(Stored data)
[Start of Attachment]

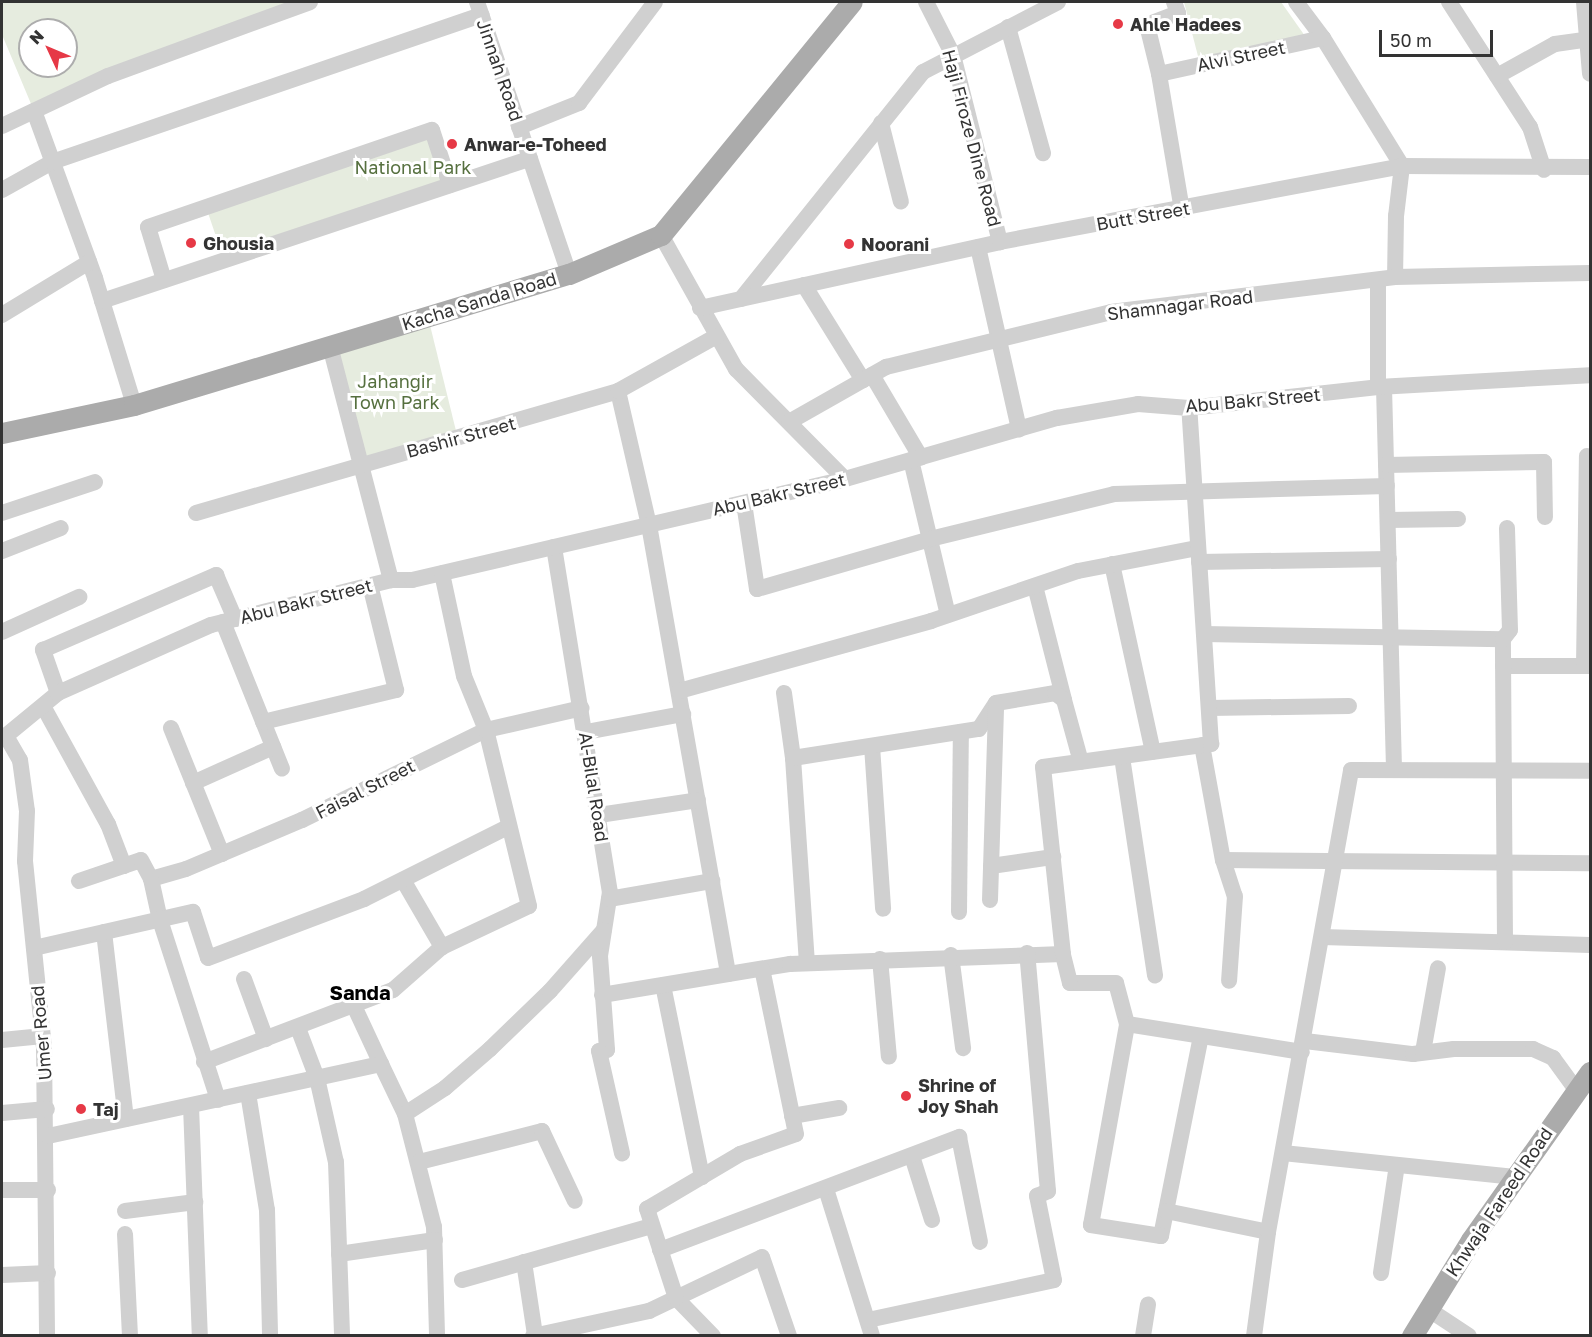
<!DOCTYPE html>
<style>
body{margin:0}
#map{position:relative;width:1592px;height:1337px;overflow:hidden;background:#fff;font-family:"Golos Text",sans-serif}
div>[style]{position:absolute}
[style*='--x']{left:calc(var(--x)*1px);top:calc(var(--y)*1px);width:calc(var(--w)*1px);rotate:calc(var(--a)*1deg)}
.green>*{inset:0;background:#e6ecdf}
.minor>*{height:16px;margin:-8px;padding:0 8px;transform-origin:8px;border-radius:8px;background:#d0d0d0}
.major>*{height:21px;margin:-10.5px;padding:0 10.5px;transform-origin:10.5px;border-radius:10.5px;background:#ababab}
.dots>*{width:16px;height:16px;translate:-50% -50%;box-sizing:border-box;border:3px solid #fff;border-radius:50%}
span{translate:-50% -50%;white-space:nowrap;text-align:center;line-height:1.15;-webkit-text-stroke:6px #fff;paint-order:stroke}
.poi-label{font-size:18px;color:#333;font-weight:700}
.left{translate:0 -50%;text-align:left}
.street-label{font-size:18px;color:#333}
.park-label{font-size:18px;color:#56703f}
.neighbourhood-label{font-size:20px;color:#000;font-weight:700}
.frame{position:absolute;inset:0;border:3px solid #333;pointer-events:none}
.north{position:absolute;left:18px;top:18px;width:60px;height:60px;box-sizing:border-box;background:#fff;border:2px solid #adadad;border-radius:50%;rotate:314deg;font-size:16px;font-weight:700;line-height:24px;text-align:center;color:#333}
.north::after{content:'';display:block;margin:auto;width:21px;height:27px;background:#e63946;clip-path:polygon(50% 0,100% 100%,50% 72%,0 100%)}
.scale{position:absolute;left:1379px;top:30px;width:114px;height:27px;box-sizing:border-box;border:3px solid #333;border-top:0;padding-left:8px;font-size:18px;line-height:21px;white-space:nowrap;color:#333;-webkit-text-stroke:4px #fff;paint-order:stroke}
</style>
<div id="map">
<div class="green">
<i style="clip-path:polygon(evenodd,2px 2px,305px 2px,34px 111px,3px 37px,2px 2px,30px 30px,66px 30px,66px 66px,30px 66px,30px 30px)"></i>
<i style="clip-path:polygon(1184px 2px,1281px 2px,1305px 36px,1199px 60px)"></i>
<i style="clip-path:polygon(432px 130px,450px 185px,224px 260px,206px 207px)"></i>
<i style="clip-path:polygon(428px 317px,458px 439px,361px 463px,330px 346px)"></i>
</div>
<div class="minor">
<i style="--x:477;--y:2;--w:287;--a:71.3"></i>
<i style="--x:926;--y:2;--w:59;--a:63"></i>
<i style="--x:953;--y:55;--w:193;--a:75.9"></i>
<i style="--x:1174;--y:2;--w:12;--a:70"></i>
<i style="--x:1178;--y:13;--w:33;--a:159"></i>
<i style="--x:1147;--y:25;--w:50;--a:76.2"></i>
<i style="--x:1159;--y:74;--w:138;--a:80.4"></i>
<i style="--x:1296;--y:2;--w:45;--a:53.1"></i>
<i style="--x:1323;--y:38;--w:150;--a:58.3"></i>
<i style="--x:1402;--y:166;--w:50;--a:96.8"></i>
<i style="--x:1396;--y:216;--w:61;--a:90.9"></i>
<i style="--x:1449;--y:2;--w:149;--a:57.1"></i>
<i style="--x:1530;--y:127;--w:45;--a:72"></i>
<i style="--x:1584;--y:2;--w:72;--a:85.2"></i>
<i style="--x:1008;--y:27;--w:131;--a:74.5"></i>
<i style="--x:1159;--y:74;--w:168;--a:-12.4"></i>
<i style="--x:1497;--y:76;--w:66;--a:-28.9"></i>
<i style="--x:1555;--y:44;--w:35;--a:-8"></i>
<i style="--x:34;--y:111;--w:178;--a:69.9"></i>
<i style="--x:95;--y:278;--w:133;--a:72.9"></i>
<i style="--x:881;--y:123;--w:81;--a:75.8"></i>
<i style="--x:2;--y:126;--w:117;--a:-25.3"></i>
<i style="--x:108;--y:76;--w:215;--a:-20.1"></i>
<i style="--x:519;--y:127;--w:65;--a:-21.8"></i>
<i style="--x:579;--y:103;--w:126;--a:-53"></i>
<i style="--x:2;--y:190;--w:57;--a:-29.2"></i>
<i style="--x:52;--y:162;--w:454;--a:-18.9"></i>
<i style="--x:661;--y:235;--w:154;--a:60.8"></i>
<i style="--x:736;--y:369;--w:155;--a:45.3"></i>
<i style="--x:978;--y:247;--w:187;--a:77.3"></i>
<i style="--x:164;--y:280;--w:55;--a:-106.8"></i>
<i style="--x:148;--y:227;--w:300;--a:-18.9"></i>
<i style="--x:432;--y:130;--w:58;--a:71.9"></i>
<i style="--x:1378;--y:281;--w:106;--a:90"></i>
<i style="--x:804;--y:285;--w:112;--a:58.2"></i>
<i style="--x:741;--y:299;--w:291;--a:-51.3"></i>
<i style="--x:923;--y:72;--w:152;--a:-27.4"></i>
<i style="--x:102;--y:301;--w:451;--a:-18.4"></i>
<i style="--x:700;--y:308;--w:307;--a:-12.4"></i>
<i style="--x:1000;--y:242;--w:409;--a:-10.7"></i>
<i style="--x:1402;--y:166;--w:188;--a:0.3"></i>
<i style="--x:2;--y:315;--w:102;--a:-31.3"></i>
<i style="--x:330;--y:346;--w:242;--a:75.4"></i>
<i style="--x:872;--y:375;--w:96;--a:59.4"></i>
<i style="--x:1384;--y:387;--w:383;--a:88.5"></i>
<i style="--x:618;--y:391;--w:138;--a:77"></i>
<i style="--x:649;--y:525;--w:456;--a:80"></i>
<i style="--x:789;--y:422;--w:112;--a:-29.6"></i>
<i style="--x:886;--y:367;--w:232;--a:-13.7"></i>
<i style="--x:1111;--y:312;--w:286;--a:-7"></i>
<i style="--x:1395;--y:277;--w:195;--a:-1.2"></i>
<i style="--x:911;--y:460;--w:159;--a:76.6"></i>
<i style="--x:1386;--y:465;--w:158;--a:-1.1"></i>
<i style="--x:1544;--y:462;--w:55;--a:89"></i>
<i style="--x:744;--y:503;--w:87;--a:81.4"></i>
<i style="--x:757;--y:589;--w:180;--a:-16.1"></i>
<i style="--x:930;--y:539;--w:189;--a:-13.7"></i>
<i style="--x:1114;--y:494;--w:273;--a:-1.7"></i>
<i style="--x:2;--y:513;--w:98;--a:-18.4"></i>
<i style="--x:196;--y:513;--w:439;--a:-16.1"></i>
<i style="--x:618;--y:391;--w:113;--a:-29.1"></i>
<i style="--x:1388;--y:520;--w:70;--a:-0.8"></i>
<i style="--x:554;--y:547;--w:350;--a:80.8"></i>
<i style="--x:610;--y:892;--w:65;--a:98.9"></i>
<i style="--x:600;--y:956;--w:94;--a:85.7"></i>
<i style="--x:607;--y:1050;--w:8;--a:173"></i>
<i style="--x:599;--y:1051;--w:105;--a:77.3"></i>
<i style="--x:2;--y:551;--w:63;--a:-21.3"></i>
<i style="--x:1199;--y:562;--w:190;--a:-0.9"></i>
<i style="--x:1112;--y:564;--w:192;--a:77.7"></i>
<i style="--x:1035;--y:586;--w:118;--a:75.7"></i>
<i style="--x:223;--y:622;--w:158;--a:68.1"></i>
<i style="--x:2;--y:632;--w:85;--a:-24.4"></i>
<i style="--x:1204;--y:634;--w:299;--a:1"></i>
<i style="--x:1503;--y:666;--w:87;--a:0"></i>
<i style="--x:1584;--y:666;--w:210;--a:-89.2"></i>
<i style="--x:679;--y:691;--w:262;--a:-15.5"></i>
<i style="--x:931;--y:621;--w:155;--a:-18.8"></i>
<i style="--x:1078;--y:571;--w:122;--a:-10.9"></i>
<i style="--x:58;--y:693;--w:46;--a:-109.2"></i>
<i style="--x:43;--y:650;--w:189;--a:-23.4"></i>
<i style="--x:216;--y:575;--w:48;--a:66.6"></i>
<i style="--x:784;--y:693;--w:66;--a:82.1"></i>
<i style="--x:793;--y:758;--w:205;--a:86.1"></i>
<i style="--x:43;--y:706;--w:135;--a:61.2"></i>
<i style="--x:108;--y:824;--w:45;--a:69.1"></i>
<i style="--x:1209;--y:708;--w:140;--a:-0.8"></i>
<i style="--x:263;--y:722;--w:137;--a:-13.5"></i>
<i style="--x:396;--y:690;--w:108;--a:-103.9"></i>
<i style="--x:171;--y:728;--w:136;--a:68"></i>
<i style="--x:586;--y:732;--w:99;--a:-10.5"></i>
<i style="--x:6;--y:736;--w:28;--a:60"></i>
<i style="--x:20;--y:760;--w:51;--a:82.2"></i>
<i style="--x:27;--y:811;--w:50;--a:92.3"></i>
<i style="--x:25;--y:861;--w:187;--a:84.2"></i>
<i style="--x:44;--y:1047;--w:289;--a:89.4"></i>
<i style="--x:2;--y:739;--w:72;--a:-39.4"></i>
<i style="--x:58;--y:693;--w:167;--a:-24"></i>
<i style="--x:211;--y:625;--w:186;--a:-14"></i>
<i style="--x:391;--y:580;--w:21;--a:0"></i>
<i style="--x:412;--y:580;--w:445;--a:-13.1"></i>
<i style="--x:845;--y:479;--w:221;--a:-16.1"></i>
<i style="--x:1057;--y:418;--w:82;--a:-9.8"></i>
<i style="--x:1138;--y:404;--w:51;--a:4.5"></i>
<i style="--x:1189;--y:408;--w:190;--a:-6.3"></i>
<i style="--x:1378;--y:387;--w:212;--a:-3.2"></i>
<i style="--x:1202;--y:745;--w:117;--a:79.7"></i>
<i style="--x:1223;--y:860;--w:38;--a:72"></i>
<i style="--x:1235;--y:896;--w:85;--a:94"></i>
<i style="--x:872;--y:746;--w:163;--a:86.1"></i>
<i style="--x:1122;--y:757;--w:221;--a:81.4"></i>
<i style="--x:793;--y:758;--w:188;--a:-8.9"></i>
<i style="--x:979;--y:729;--w:31;--a:-57"></i>
<i style="--x:996;--y:703;--w:60;--a:-9.6"></i>
<i style="--x:1055;--y:693;--w:11;--a:38"></i>
<i style="--x:1064;--y:700;--w:64;--a:74.7"></i>
<i style="--x:193;--y:783;--w:88;--a:-24.2"></i>
<i style="--x:599;--y:815;--w:100;--a:-8.6"></i>
<i style="--x:1223;--y:860;--w:367;--a:0.5"></i>
<i style="--x:991;--y:866;--w:63;--a:-8.3"></i>
<i style="--x:151;--y:879;--w:36;--a:-16"></i>
<i style="--x:186;--y:869;--w:126;--a:-22.9"></i>
<i style="--x:302;--y:820;--w:205;--a:-26.1"></i>
<i style="--x:486;--y:730;--w:98;--a:-12.9"></i>
<i style="--x:403;--y:880;--w:78;--a:59.8"></i>
<i style="--x:79;--y:881;--w:65;--a:-18.7"></i>
<i style="--x:141;--y:860;--w:21;--a:62"></i>
<i style="--x:151;--y:879;--w:42;--a:77.6"></i>
<i style="--x:160;--y:920;--w:189;--a:72.1"></i>
<i style="--x:609;--y:899;--w:105;--a:-9.9"></i>
<i style="--x:990;--y:900;--w:196;--a:-88.2"></i>
<i style="--x:959;--y:912;--w:180;--a:-89.4"></i>
<i style="--x:104;--y:932;--w:188;--a:83.3"></i>
<i style="--x:1322;--y:937;--w:268;--a:1.7"></i>
<i style="--x:1505;--y:942;--w:303;--a:-90.4"></i>
<i style="--x:1503;--y:639;--w:11;--a:-52"></i>
<i style="--x:1510;--y:630;--w:102;--a:-91.7"></i>
<i style="--x:34;--y:948;--w:163;--a:-12.8"></i>
<i style="--x:193;--y:912;--w:48;--a:71.9"></i>
<i style="--x:208;--y:958;--w:167;--a:-20.7"></i>
<i style="--x:364;--y:899;--w:161;--a:-26.6"></i>
<i style="--x:951;--y:955;--w:94;--a:82.6"></i>
<i style="--x:880;--y:959;--w:98;--a:84.8"></i>
<i style="--x:244;--y:979;--w:64;--a:69.9"></i>
<i style="--x:663;--y:985;--w:196;--a:78.5"></i>
<i style="--x:602;--y:995;--w:191;--a:-9.4"></i>
<i style="--x:790;--y:964;--w:273;--a:-2.1"></i>
<i style="--x:355;--y:1008;--w:62;--a:65.1"></i>
<i style="--x:1127;--y:1024;--w:42;--a:-105"></i>
<i style="--x:1116;--y:983;--w:46;--a:180"></i>
<i style="--x:1070;--y:983;--w:30;--a:-104"></i>
<i style="--x:1063;--y:954;--w:188;--a:-96.1"></i>
<i style="--x:1043;--y:767;--w:170;--a:-7.8"></i>
<i style="--x:1211;--y:744;--w:337;--a:-93.7"></i>
<i style="--x:298;--y:1028;--w:53;--a:69.2"></i>
<i style="--x:317;--y:1078;--w:86;--a:77.3"></i>
<i style="--x:336;--y:1162;--w:174;--a:88"></i>
<i style="--x:1201;--y:1036;--w:204;--a:101.3"></i>
<i style="--x:1161;--y:1236;--w:71;--a:-171.1"></i>
<i style="--x:1091;--y:1225;--w:204;--a:-79.8"></i>
<i style="--x:1127;--y:1024;--w:177;--a:9.1"></i>
<i style="--x:2;--y:1040;--w:41;--a:-5.6"></i>
<i style="--x:1305;--y:1041;--w:109;--a:6.9"></i>
<i style="--x:1413;--y:1054;--w:41;--a:-7"></i>
<i style="--x:1454;--y:1049;--w:79;--a:0"></i>
<i style="--x:1533;--y:1049;--w:22;--a:24"></i>
<i style="--x:1553;--y:1058;--w:39;--a:54"></i>
<i style="--x:1423;--y:1052;--w:85;--a:-79.9"></i>
<i style="--x:204;--y:1062;--w:202;--a:-20.9"></i>
<i style="--x:393;--y:990;--w:65;--a:-41.3"></i>
<i style="--x:442;--y:947;--w:96;--a:-25.2"></i>
<i style="--x:529;--y:906;--w:181;--a:-103.7"></i>
<i style="--x:486;--y:730;--w:58;--a:-112.2"></i>
<i style="--x:464;--y:676;--w:105;--a:-102.1"></i>
<i style="--x:248;--y:1093;--w:119;--a:80.8"></i>
<i style="--x:267;--y:1210;--w:126;--a:88.6"></i>
<i style="--x:191;--y:1106;--w:230;--a:87.8"></i>
<i style="--x:2;--y:1113;--w:45;--a:-5.1"></i>
<i style="--x:405;--y:1114;--w:48;--a:-33"></i>
<i style="--x:445;--y:1088;--w:60;--a:-40.9"></i>
<i style="--x:490;--y:1049;--w:83;--a:-44"></i>
<i style="--x:550;--y:991;--w:81;--a:-48.5"></i>
<i style="--x:792;--y:1116;--w:48;--a:-9.7"></i>
<i style="--x:48;--y:1136;--w:341;--a:-12.2"></i>
<i style="--x:381;--y:1064;--w:55;--a:64.4"></i>
<i style="--x:405;--y:1114;--w:117;--a:75.6"></i>
<i style="--x:434;--y:1227;--w:109;--a:88.4"></i>
<i style="--x:1283;--y:1153;--w:233;--a:5.9"></i>
<i style="--x:912;--y:1156;--w:67;--a:72.6"></i>
<i style="--x:419;--y:1162;--w:127;--a:-14.1"></i>
<i style="--x:542;--y:1131;--w:77;--a:64.8"></i>
<i style="--x:826;--y:1189;--w:154;--a:72.6"></i>
<i style="--x:2;--y:1190;--w:46;--a:0"></i>
<i style="--x:125;--y:1211;--w:71;--a:-7.3"></i>
<i style="--x:1166;--y:1211;--w:104;--a:11.6"></i>
<i style="--x:125;--y:1234;--w:102;--a:87.2"></i>
<i style="--x:660;--y:1250;--w:320;--a:-20.7"></i>
<i style="--x:959;--y:1137;--w:107;--a:78.7"></i>
<i style="--x:339;--y:1254;--w:97;--a:-8.3"></i>
<i style="--x:524;--y:1262;--w:74;--a:81.4"></i>
<i style="--x:1381;--y:1273;--w:109;--a:-81.6"></i>
<i style="--x:2;--y:1275;--w:46;--a:-2.5"></i>
<i style="--x:462;--y:1280;--w:197;--a:-15.9"></i>
<i style="--x:1428;--y:1309;--w:49;--a:33.4"></i>
<i style="--x:868;--y:1320;--w:190;--a:-12.1"></i>
<i style="--x:1054;--y:1280;--w:86;--a:-101.4"></i>
<i style="--x:1037;--y:1196;--w:12;--a:-24"></i>
<i style="--x:1048;--y:1191;--w:239;--a:-95"></i>
<i style="--x:533;--y:1336;--w:119;--a:-12.2"></i>
<i style="--x:649;--y:1311;--w:125;--a:-25.5"></i>
<i style="--x:762;--y:1257;--w:83;--a:71.1"></i>
<i style="--x:713;--y:1336;--w:53;--a:-134.2"></i>
<i style="--x:676;--y:1298;--w:94;--a:-108"></i>
<i style="--x:647;--y:1209;--w:108;--a:-30.6"></i>
<i style="--x:740;--y:1154;--w:59;--a:-19.7"></i>
<i style="--x:796;--y:1134;--w:168;--a:-101.6"></i>
<i style="--x:1143;--y:1336;--w:32;--a:-81"></i>
<i style="--x:1254;--y:1336;--w:105;--a:-82.3"></i>
<i style="--x:1268;--y:1232;--w:469;--a:-79.8"></i>
<i style="--x:1351;--y:770;--w:239;--a:0.2"></i>
</div>
<div class="major">
<i style="--x:2;--y:433;--w:135;--a:-12"></i>
<i style="--x:134;--y:405;--w:454;--a:-16.8"></i>
<i style="--x:569;--y:274;--w:100;--a:-23"></i>
<i style="--x:661;--y:235;--w:301;--a:-50.7"></i>
<i style="--x:1412;--y:1336;--w:113;--a:-58.4"></i>
<i style="--x:1471;--y:1240;--w:206;--a:-54.7"></i>
</div>
<div class="dots">
<i style="left:1118px;top:24px;background:#e63946"></i>
<i style="left:452px;top:144px;background:#e63946"></i>
<i style="left:191px;top:243px;background:#e63946"></i>
<i style="left:849px;top:244px;background:#e63946"></i>
<i style="left:906px;top:1096px;background:#e63946"></i>
<i style="left:81px;top:1109px;background:#e63946"></i>
</div>
<div class="poi-label">
<span class="left" style="left:1130px;top:24px">Ahle Hadees</span>
<span class="left" style="left:464px;top:144px">Anwar-e-Toheed</span>
<span class="left" style="left:203px;top:243px">Ghousia</span>
<span class="left" style="left:861px;top:244px">Noorani</span>
<span class="left" style="left:918px;top:1096px">Shrine of<br>Joy Shah</span>
<span class="left" style="left:93px;top:1109px">Taj</span>
</div>
<div class="street-label">
<span style="left:1241px;top:56px;rotate:-12deg">Alvi Street</span>
<span style="left:500px;top:70px;rotate:71deg">Jinnah Road</span>
<span style="left:972px;top:138px;rotate:75deg">Haji Firoze Dine Road</span>
<span style="left:1143px;top:216px;rotate:-10deg">Butt Street</span>
<span style="left:479px;top:301px;rotate:-17deg">Kacha Sanda Road</span>
<span style="left:1180px;top:305px;rotate:-7deg">Shamnagar Road</span>
<span style="left:1253px;top:400px;rotate:-5deg">Abu Bakr Street</span>
<span style="left:461px;top:437px;rotate:-15deg">Bashir Street</span>
<span style="left:779px;top:494px;rotate:-13deg">Abu Bakr Street</span>
<span style="left:306px;top:601px;rotate:-14deg">Abu Bakr Street</span>
<span style="left:594px;top:787px;rotate:81deg">Al-Bilal Road</span>
<span style="left:365px;top:789px;rotate:-27deg">Faisal Street</span>
<span style="left:41px;top:1033px;rotate:-95deg">Umer Road</span>
<span style="left:1499px;top:1202px;rotate:-56deg">Khwaja Fareed Road</span>
</div>
<div class="park-label">
<span style="left:413px;top:167px">National Park</span>
<span style="left:395px;top:392px">Jahangir<br>Town Park</span>
</div>
<div class="neighbourhood-label">
<span style="left:360px;top:992px">Sanda</span>
</div>
<div class="frame"></div>
<div class="north">N</div>
<div class="scale">50 m</div>
</div>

[End of Attachment]

**Task**:
In the data above, how many lines contain the string "margin"? Answer with the number only.

**Task solution**:
4